If the bankruptcy court had approached the dispute from the
contractual perspective, it would have faced only the three questions stated
above, and the court could easily have answered yes to each of them. The
parties’ settlement agreement was enforceable; Mr. Lane breached it by
(among other things) failing to file a stipulation of nondischargeability in
the bankruptcy court; and specific enforcement of the nondischargeability
stipulation was appropriate.
This is not to say that the bankruptcy court should or must enforce a
stipulation to nondischargeability in all cases. For example, the bankruptcy
court may not enforce a prebankruptcy agreement that includes a waiver of
2 discharge. See Bank of China v. Huang (In re Huang), 275 F.3d 1173, 1177 (9th
Cir. 2002) (“It is against public policy for a debtor to waive the prepetition
protection of the Bankruptcy Code.”).
But this case involves a settlement agreement made after the debtor
filed a bankruptcy case and after the creditor initiated a
nondischargeability action in bankruptcy court. An agreement to settle a
nondischargeability dispute in bankruptcy court is enforceable. See, e.g.,
Kim v. Riihimaki (In re Kim), BAP Nos. HI-17-1066-LBTa, HI-17-1137-LBTa,
2017 WL 5634224, at *5 (9th Cir. BAP Nov. 21, 2017) (holding that the
bankruptcy court did not err in applying state law to determine that
settlement agreement concerning nondischargeability claims was
enforceable), aff’d, 753 F. App’x 451 (9th Cir. 2019). The settlement
agreement announced in the state court was the functional equivalent of a
settlement agreement announced in the bankruptcy court. The bankruptcy
court could have treated the settlement agreement announced in the state
court the same as it would have treated a settlement agreement made in its
own courtroom. See, e.g., Seaport Cap. Partners, LLC v. Speer (In re Speer), 558
B.R. 67, 73 (Bankr. D. Conn. 2016) (holding that it was proper for the
bankruptcy court to consider enforcement of a state court settlement
agreement because there was no “absolute bar to other courts considering
whether a [state court] settlement agreement exists if they have cause to do
3 so.”), aff’d, No. 3:16-CV-1665 (RNC), 2018 WL 655113 (D. Conn. Feb. 1,
2018).
In some cases, it might be simpler to employ the rules of preclusion
than the rules of contract. If a party disputes the existence or terms of a
settlement agreement, the court might have to hold an evidentiary hearing.

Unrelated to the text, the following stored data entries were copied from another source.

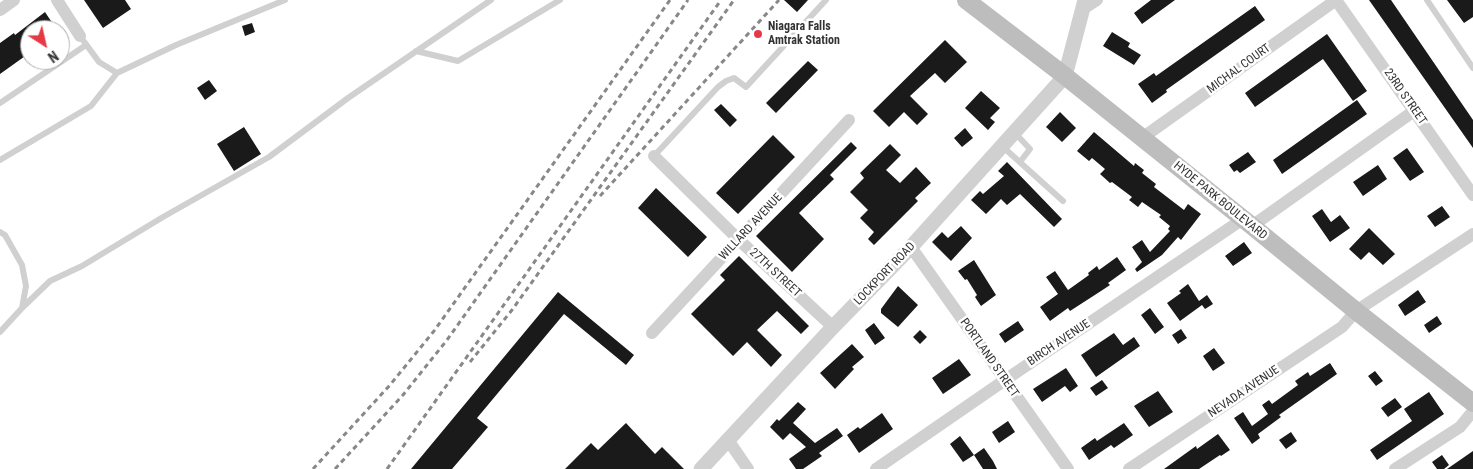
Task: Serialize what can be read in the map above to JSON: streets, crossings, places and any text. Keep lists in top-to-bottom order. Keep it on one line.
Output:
{"streets":{"main road":["HYDE PARK BOULEVARD"],"street":["MICHAL COURT","23RD STREET","WILLARD AVENUE","27TH STREET","LOCKPORT ROAD","BIRCH AVENUE","PORTLAND STREET","NEVADA AVENUE"]},"crossings":[["MICHAL COURT","23RD STREET"],["MICHAL COURT","HYDE PARK BOULEVARD"],["23RD STREET","BIRCH AVENUE"],["HYDE PARK BOULEVARD","LOCKPORT ROAD"],["HYDE PARK BOULEVARD","BIRCH AVENUE"],["HYDE PARK BOULEVARD","NEVADA AVENUE"],["WILLARD AVENUE","27TH STREET"],["27TH STREET","LOCKPORT ROAD"],["LOCKPORT ROAD","PORTLAND STREET"],["BIRCH AVENUE","PORTLAND STREET"]],"places":["Niagara Falls Amtrak Station"],"north":"bottom right"}
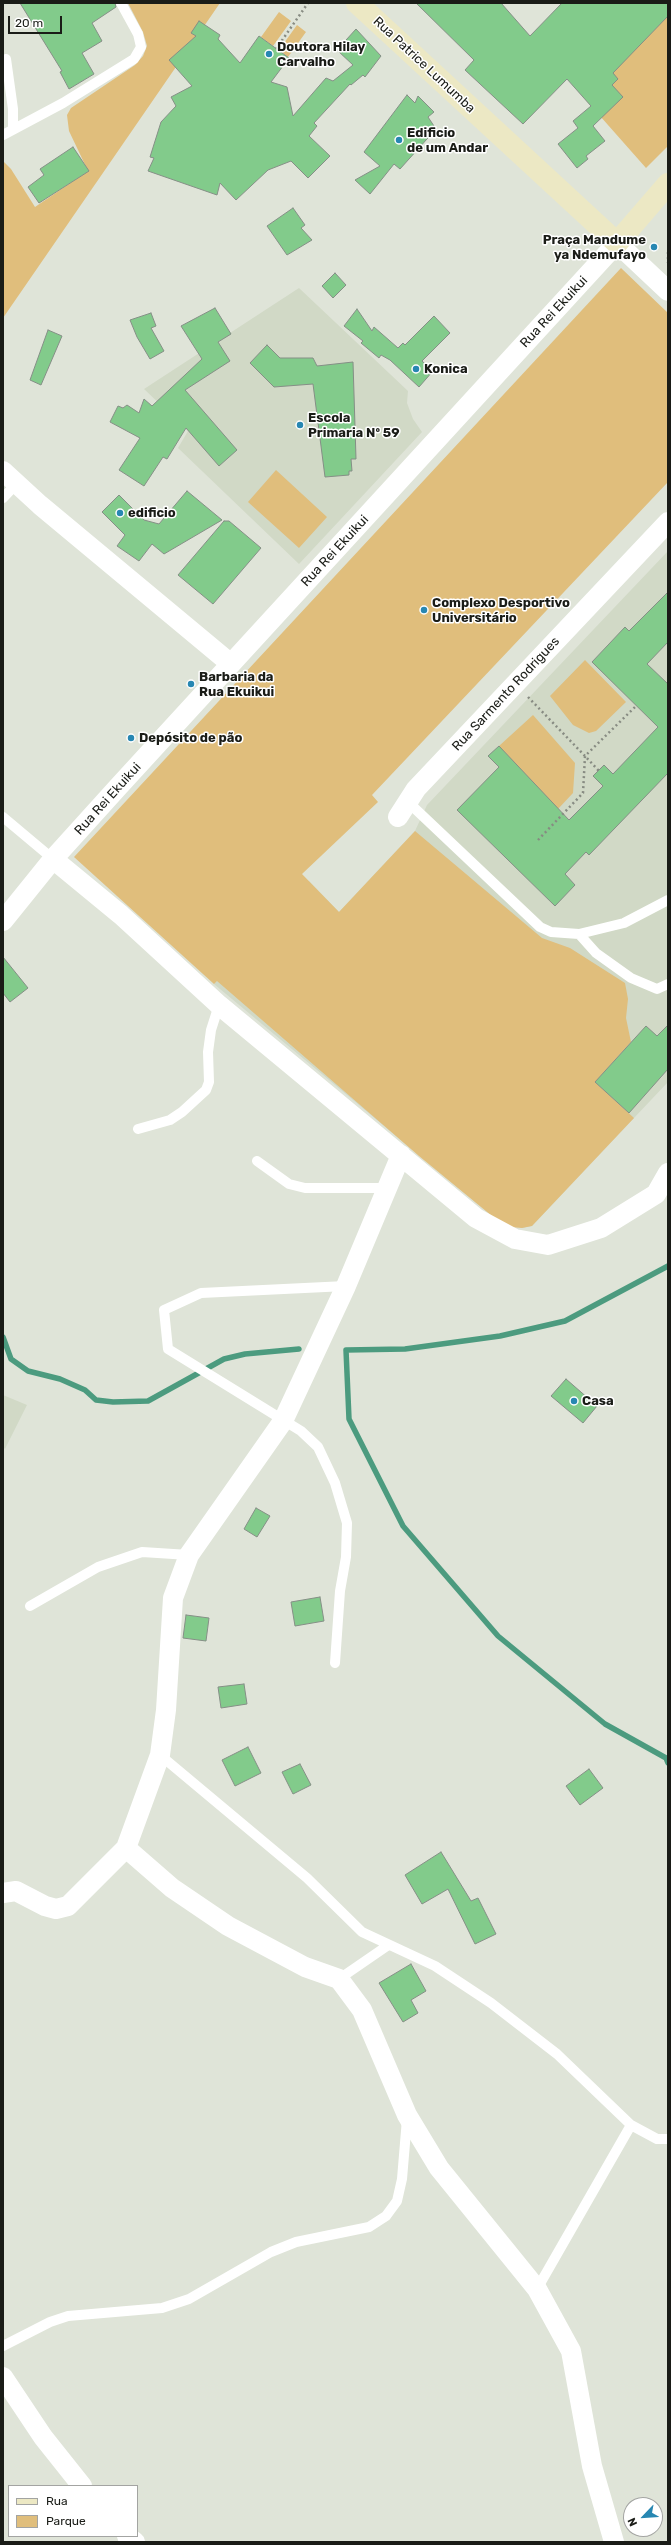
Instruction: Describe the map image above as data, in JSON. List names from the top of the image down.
{
  "streets": {
    "street": ["Rua Patrice Lumumba", "Rua Rei Ekuikui", "Rua Sarmento Rodrigues"]
  },
  "crossings": [
    ["Rua Patrice Lumumba", "Rua Rei Ekuikui"]
  ],
  "places": [
    "Doutora Hilay Carvalho",
    "Edificio de um Andar",
    "Praça Mandume ya Ndemufayo",
    "Konica",
    "Escola Primaria Nº 59",
    "edificio",
    "Complexo Desportivo Universitário",
    "Barbaria da Rua Ekuikui",
    "Depósito de pão",
    "Casa"
  ],
  "legend": ["Rua", "Parque"],
  "scale_bar": "20 m",
  "north": "bottom left"
}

Adams, 876 F.2d at 708 (“Ordinarily, a district court is empowered to
enforce a settlement agreement through summary proceedings. However,
where the parties dispute the existence or terms of the agreement, an
evidentiary hearing is required.” (citations omitted)); City Equities Anaheim,
Ltd. v. Lincoln Plaza Dev. Co. (In re City Equities Anaheim, Ltd.), 22 F.3d 954,
958 (9th Cir. 1994) (“[A] court has no discretion to enforce a settlement
where material facts are in dispute; an evidentiary hearing must be held to
resolve such issues.”). But there was no need for an evidentiary hearing in
this case because Mr. Lane’s statements on the record in the state court
foreclose any legitimate argument that he did not agree to the settlement.
See Doi, 276 F.3d at 1138 (“Any question as to [plaintiff’s] intent to be
bound was answered when she appeared in open court, listened to the
terms of the agreement placed on the record, and when pressed as to
whether she agreed with the terms, said ‘yeah.’”); id. at 1139 (“[T]here was
no need for an evidentiary hearing on whether an agreement existed, or
what its terms were: the parties dispelled any such questions in open
court.”).
4 Approaching the problem from a preclusion perspective was not
error. My only purpose is to point out that applying contractual principles
would have sent the bankruptcy court on a less arduous path.